17560.first.diff (1.4 KB) - added by xknown 13 years ago.
Introduce sanitize_trackback_urls function. I only consider http and https as the protocols that allow trackbacks.
17560.second.diff (1.8 KB) - added by xknown 13 years ago.
Second try. Clean also the urls returned by get_to_ping. Not tested.
17560.3.diff (1.8 KB) - added by SergeyBiryukov 13 years ago.
17560.4.diff (1.8 KB) - added by SergeyBiryukov 13 years ago.
17560.5.diff (1.8 KB) - added by SergeyBiryukov 13 years ago.

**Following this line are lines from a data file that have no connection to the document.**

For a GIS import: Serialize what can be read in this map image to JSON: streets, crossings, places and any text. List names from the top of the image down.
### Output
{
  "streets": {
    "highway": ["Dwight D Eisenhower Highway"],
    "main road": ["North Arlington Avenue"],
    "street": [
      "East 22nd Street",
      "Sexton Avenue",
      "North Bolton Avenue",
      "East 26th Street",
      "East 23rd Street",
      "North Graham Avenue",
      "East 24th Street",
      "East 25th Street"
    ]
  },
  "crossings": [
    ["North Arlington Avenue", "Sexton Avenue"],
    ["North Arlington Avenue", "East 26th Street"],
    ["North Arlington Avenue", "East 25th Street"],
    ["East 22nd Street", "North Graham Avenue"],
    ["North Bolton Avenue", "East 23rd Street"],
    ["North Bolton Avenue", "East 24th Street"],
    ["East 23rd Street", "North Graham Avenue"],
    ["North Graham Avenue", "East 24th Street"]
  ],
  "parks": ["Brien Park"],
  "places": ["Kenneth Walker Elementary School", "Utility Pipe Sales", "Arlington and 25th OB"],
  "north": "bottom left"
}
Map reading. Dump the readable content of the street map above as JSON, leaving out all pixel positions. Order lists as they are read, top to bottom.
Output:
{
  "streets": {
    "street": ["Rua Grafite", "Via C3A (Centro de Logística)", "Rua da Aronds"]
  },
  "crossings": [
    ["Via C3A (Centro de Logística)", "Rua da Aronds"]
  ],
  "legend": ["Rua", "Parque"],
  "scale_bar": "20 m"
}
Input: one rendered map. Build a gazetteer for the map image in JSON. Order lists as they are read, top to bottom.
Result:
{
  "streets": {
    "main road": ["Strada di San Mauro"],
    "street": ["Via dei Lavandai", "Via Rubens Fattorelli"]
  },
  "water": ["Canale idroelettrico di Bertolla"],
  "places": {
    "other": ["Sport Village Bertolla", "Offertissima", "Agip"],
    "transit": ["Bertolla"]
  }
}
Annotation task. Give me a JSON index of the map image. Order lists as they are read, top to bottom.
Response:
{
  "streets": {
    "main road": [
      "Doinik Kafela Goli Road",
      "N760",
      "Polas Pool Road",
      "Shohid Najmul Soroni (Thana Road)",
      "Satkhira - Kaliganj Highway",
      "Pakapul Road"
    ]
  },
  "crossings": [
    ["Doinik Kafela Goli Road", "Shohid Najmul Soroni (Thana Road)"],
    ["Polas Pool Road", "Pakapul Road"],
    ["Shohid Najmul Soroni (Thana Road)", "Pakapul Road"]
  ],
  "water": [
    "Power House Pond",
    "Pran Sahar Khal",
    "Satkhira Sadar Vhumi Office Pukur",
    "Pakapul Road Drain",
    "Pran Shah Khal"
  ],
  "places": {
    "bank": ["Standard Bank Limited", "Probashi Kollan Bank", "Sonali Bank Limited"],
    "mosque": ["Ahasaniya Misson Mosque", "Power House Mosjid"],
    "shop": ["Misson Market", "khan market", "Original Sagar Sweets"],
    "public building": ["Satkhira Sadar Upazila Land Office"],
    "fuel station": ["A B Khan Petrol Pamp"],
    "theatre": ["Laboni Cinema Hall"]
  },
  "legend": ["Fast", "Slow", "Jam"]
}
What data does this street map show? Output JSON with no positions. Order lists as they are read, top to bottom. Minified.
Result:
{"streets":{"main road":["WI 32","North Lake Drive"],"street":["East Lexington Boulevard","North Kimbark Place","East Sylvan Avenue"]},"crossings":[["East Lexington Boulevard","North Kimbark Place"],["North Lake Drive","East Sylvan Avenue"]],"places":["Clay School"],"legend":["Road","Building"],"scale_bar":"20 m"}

Download all attachments as: .zip

Change History (24)

#1 @archon810
13 years ago

  • Cc admin@… added
  • Summary changed from Severe bug in XMLRPC and Windows Live Writer integration to Severe bug in XMLRPC and Windows Live Writer integration related to to_ping

#2 @archon810
13 years ago

I narrowed this down to updates done via Windows Live Writer. Upon publishing, the to_ping value is actually blank, but updates are resulting in to_ping changing to

(comma
separated)

#3 @xknown
13 years ago

I think WP should clean all the trackback urls that do not start with a protocol when saving the posts.
If nobody proposes a patch, I'll try to make one by tomorrow.

#4 @scribu
13 years ago

  • Keywords needs-patch added
  • Milestone changed from Awaiting Review to Future Release

What xknown said.

#5 @archon810
13 years ago

Sounds like a good solution, which will be easy to verify using the steps above (post, then update using WLW).

@xknown
13 years ago

Introduce sanitize_trackback_urls function. I only consider http and https as the protocols that allow trackbacks.

#7 @archon810
13 years ago

Bug #17210 seems to be caused directly by this bug. I've left a comment describing my findings there.

#8 @archon810
13 years ago

17560.first.diff works, except it doesn't alleviate the problem of re-selecting all the same rows every time. Bad data should be cleaned in the posts table after the ping, shouldn't it?

@xknown
13 years ago

Second try. Clean also the urls returned by get_to_ping. Not tested.

#9 @xknown
13 years ago

  • Keywords has-patch needs-testing 2nd-opinion added; needs-patch removed

#10 @archon810
13 years ago

I've confirmed that fixing this bug and #17210 that it causes solved my massive load after each post is published problem that's been getting worse and worse over the past months and made me lose a lot of sleep. Wordpress makes sense again!

#11 @SergeyBiryukov
13 years ago

  • Milestone changed from Future Release to 3.3

#12 @nacin
13 years ago

I like this. It probably has hardening benefits. Perhaps esc_url_raw() could be used in some way?

We should probably remove the trim(), though, and do that in the function.

#13 @archon810
13 years ago

Will it make it into 3.3? Combined with the wp-cron locking fixes, which are still very much problematic in 3.2, this would make 3.3 the most exciting release I can remember.

#14 @SergeyBiryukov
13 years ago

Refreshed the patch.

#15 @SergeyBiryukov
13 years ago

Need to be careful with \s which can break some UTF-8 characters.

17560.4.diff uses \r\n\t and space.

#16 @SergeyBiryukov
13 years ago

17560.5.diff adds esc_url_raw().

#17 @ryan
13 years ago

  • Keywords early added
  • Milestone changed from 3.3 to Future Release

This looks good, but let's wait until 3.4 early to get more soak time.

#18 @ryan
13 years ago

  • Milestone changed from Future Release to 3.4

#19 @ryan
13 years ago

  • Owner set to ryan
  • Resolution set to fixed
  • Status changed from new to closed

In [19675]:

Introduce sanitize_trackback_urls(). Don't ping bad urls. Don't ping bad urls or save them to the DB. Props xknown, SergeyBiryukov. fixes #17560

Note: See TracTickets for help on using tickets.